Your instructions
Below are some entries. Copy each line that holds the string "labels".
**** Provided records
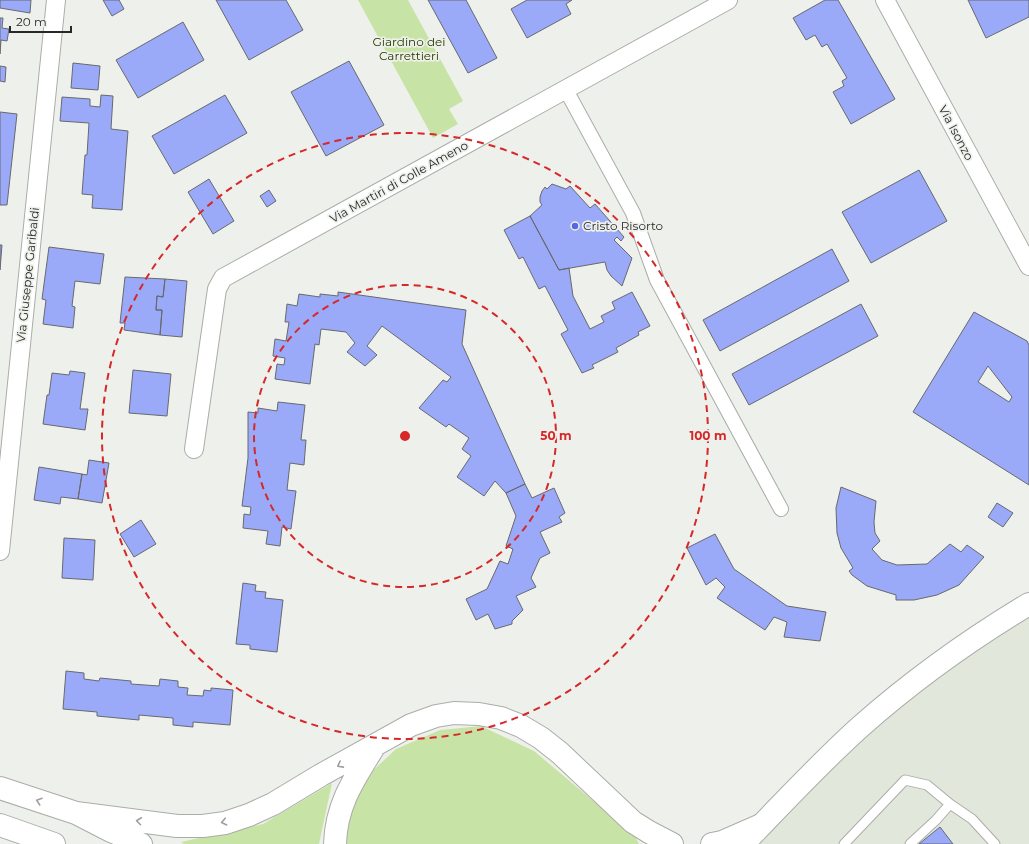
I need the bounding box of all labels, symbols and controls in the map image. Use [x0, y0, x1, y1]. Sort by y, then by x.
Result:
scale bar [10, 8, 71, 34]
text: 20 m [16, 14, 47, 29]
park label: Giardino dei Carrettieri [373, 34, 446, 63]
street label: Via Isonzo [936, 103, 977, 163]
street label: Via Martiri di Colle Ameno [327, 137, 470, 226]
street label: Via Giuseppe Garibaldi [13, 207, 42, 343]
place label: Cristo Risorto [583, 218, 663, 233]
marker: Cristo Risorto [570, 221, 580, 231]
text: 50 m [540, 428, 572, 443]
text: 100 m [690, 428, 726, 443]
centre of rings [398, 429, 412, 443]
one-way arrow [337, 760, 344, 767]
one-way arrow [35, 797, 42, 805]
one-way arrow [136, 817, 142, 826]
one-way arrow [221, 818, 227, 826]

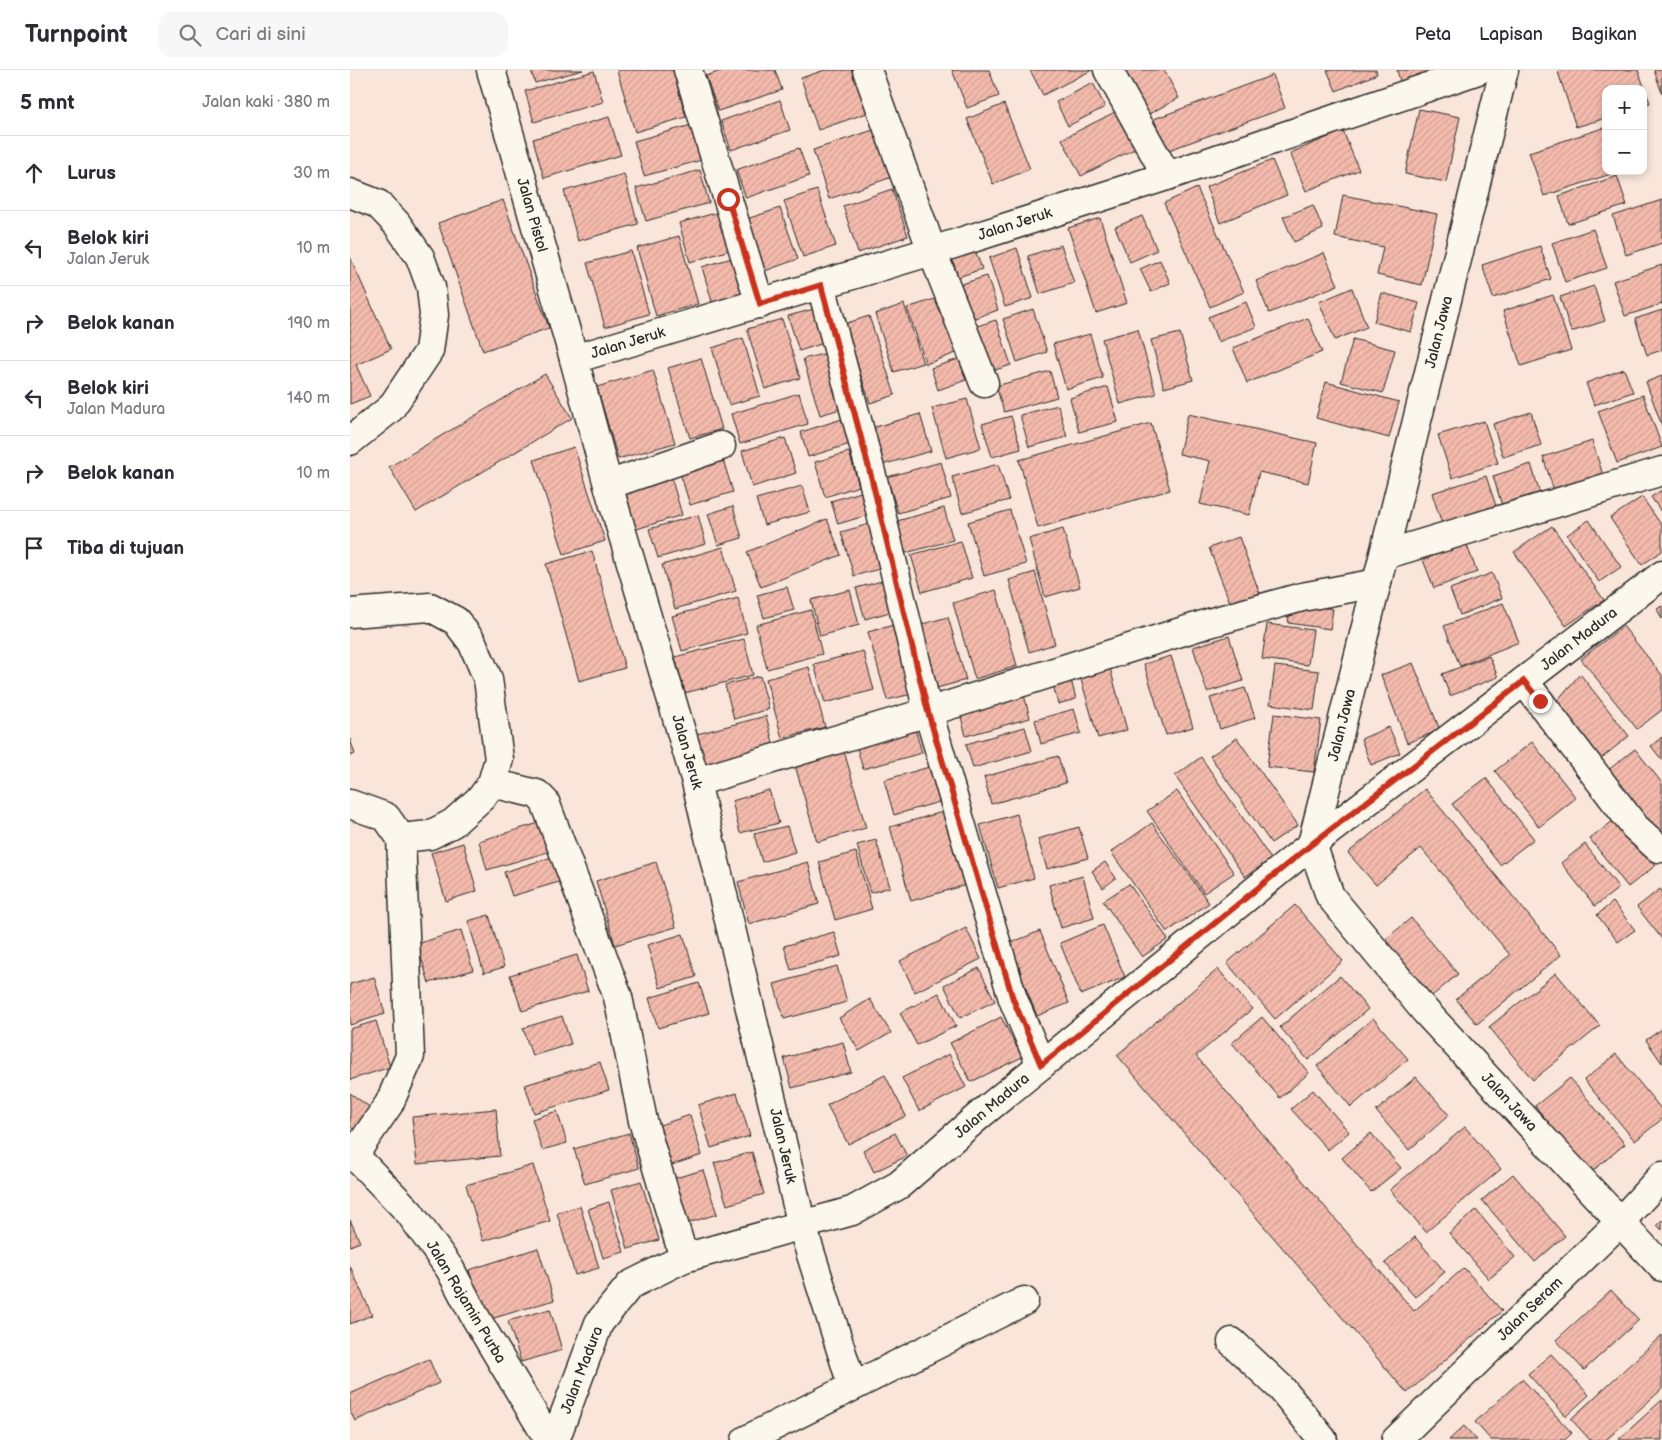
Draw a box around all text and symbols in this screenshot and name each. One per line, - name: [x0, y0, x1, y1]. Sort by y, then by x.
********
**** Provided records
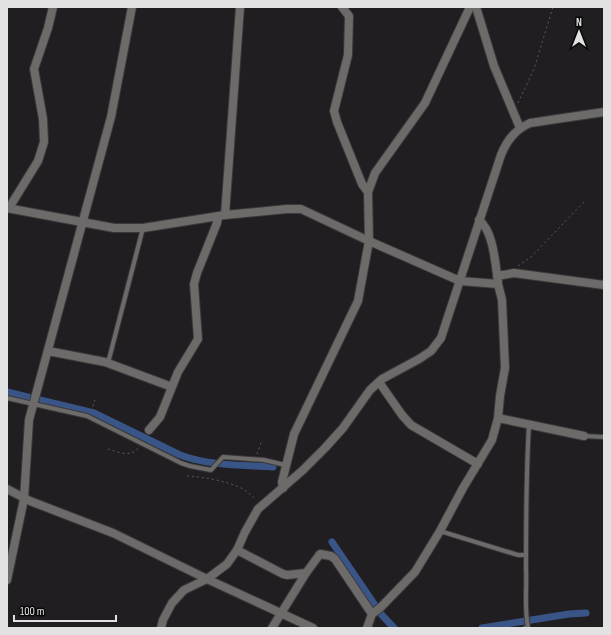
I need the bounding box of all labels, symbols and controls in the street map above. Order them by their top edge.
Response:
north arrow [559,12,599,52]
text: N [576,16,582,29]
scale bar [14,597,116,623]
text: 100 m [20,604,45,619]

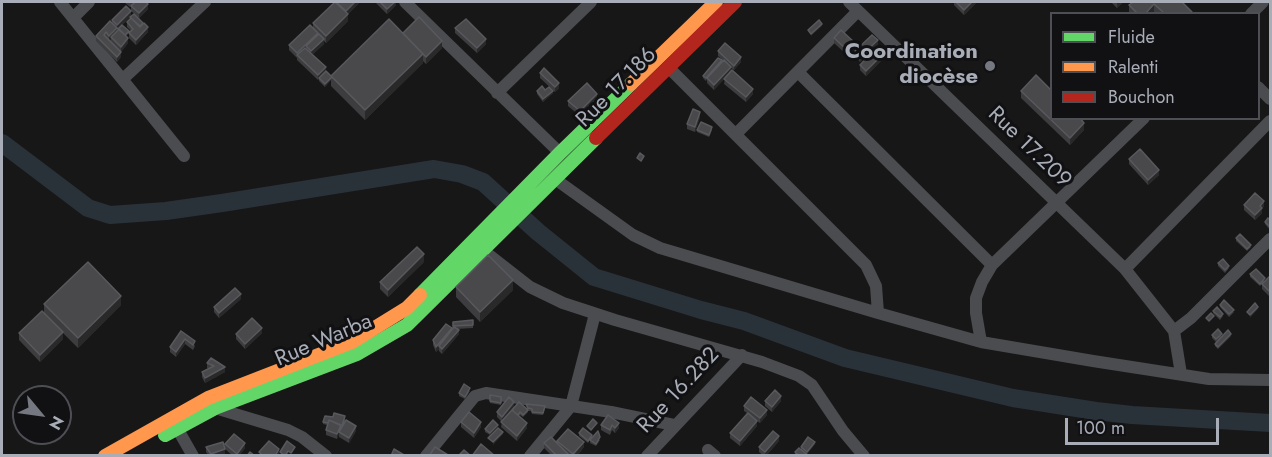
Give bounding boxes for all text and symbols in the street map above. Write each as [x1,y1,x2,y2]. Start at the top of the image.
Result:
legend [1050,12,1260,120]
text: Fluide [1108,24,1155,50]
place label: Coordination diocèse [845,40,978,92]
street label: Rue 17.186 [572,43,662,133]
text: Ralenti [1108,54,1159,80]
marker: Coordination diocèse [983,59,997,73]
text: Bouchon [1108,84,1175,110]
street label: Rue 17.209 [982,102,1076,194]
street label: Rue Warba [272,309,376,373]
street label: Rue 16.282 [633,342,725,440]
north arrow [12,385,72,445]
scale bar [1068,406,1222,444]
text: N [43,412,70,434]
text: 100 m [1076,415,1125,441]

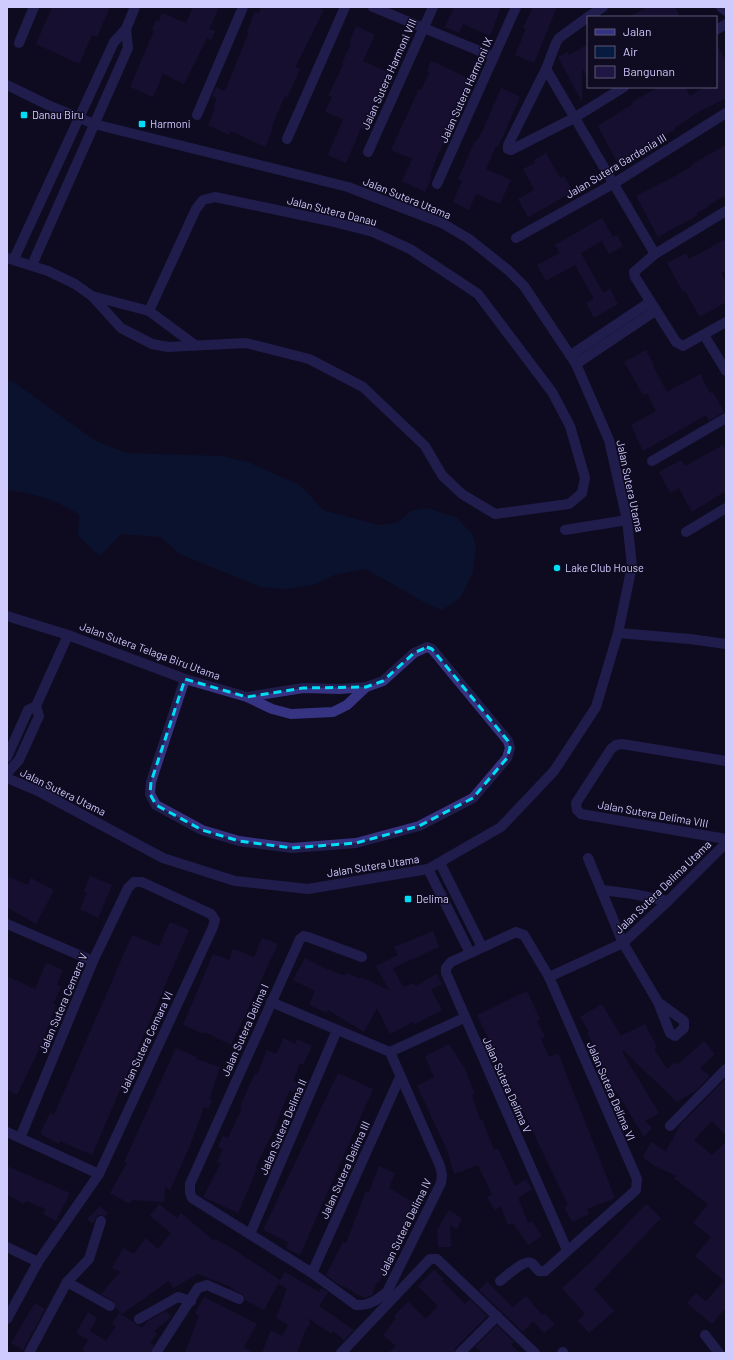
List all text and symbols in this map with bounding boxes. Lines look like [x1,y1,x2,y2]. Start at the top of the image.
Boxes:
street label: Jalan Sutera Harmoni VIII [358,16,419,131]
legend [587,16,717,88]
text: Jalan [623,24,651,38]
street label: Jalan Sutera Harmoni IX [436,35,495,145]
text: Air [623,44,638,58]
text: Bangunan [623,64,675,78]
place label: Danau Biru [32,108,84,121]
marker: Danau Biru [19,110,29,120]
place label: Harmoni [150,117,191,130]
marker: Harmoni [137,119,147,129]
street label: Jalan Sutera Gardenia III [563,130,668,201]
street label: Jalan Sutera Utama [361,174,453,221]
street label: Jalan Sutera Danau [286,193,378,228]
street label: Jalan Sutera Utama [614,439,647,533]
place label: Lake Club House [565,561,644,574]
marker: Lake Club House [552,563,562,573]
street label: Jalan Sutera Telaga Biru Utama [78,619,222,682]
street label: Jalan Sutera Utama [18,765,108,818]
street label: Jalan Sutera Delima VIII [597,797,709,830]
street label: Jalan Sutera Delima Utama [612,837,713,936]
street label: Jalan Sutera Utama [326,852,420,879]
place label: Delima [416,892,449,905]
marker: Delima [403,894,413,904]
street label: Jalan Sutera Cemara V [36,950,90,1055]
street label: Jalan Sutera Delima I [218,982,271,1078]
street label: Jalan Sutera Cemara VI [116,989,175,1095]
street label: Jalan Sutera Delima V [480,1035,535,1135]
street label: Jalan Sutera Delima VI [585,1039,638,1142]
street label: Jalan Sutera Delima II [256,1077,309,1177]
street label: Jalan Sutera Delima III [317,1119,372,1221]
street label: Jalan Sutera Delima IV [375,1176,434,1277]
********
Answer box
I need the bounding box of all labels, symbols and controls in the map image. Use [x0, y0, x1, y1]. Sort by y, then by x.
I need the bounding box of all labels, symbols and controls in the street map above. Order them by their top edge.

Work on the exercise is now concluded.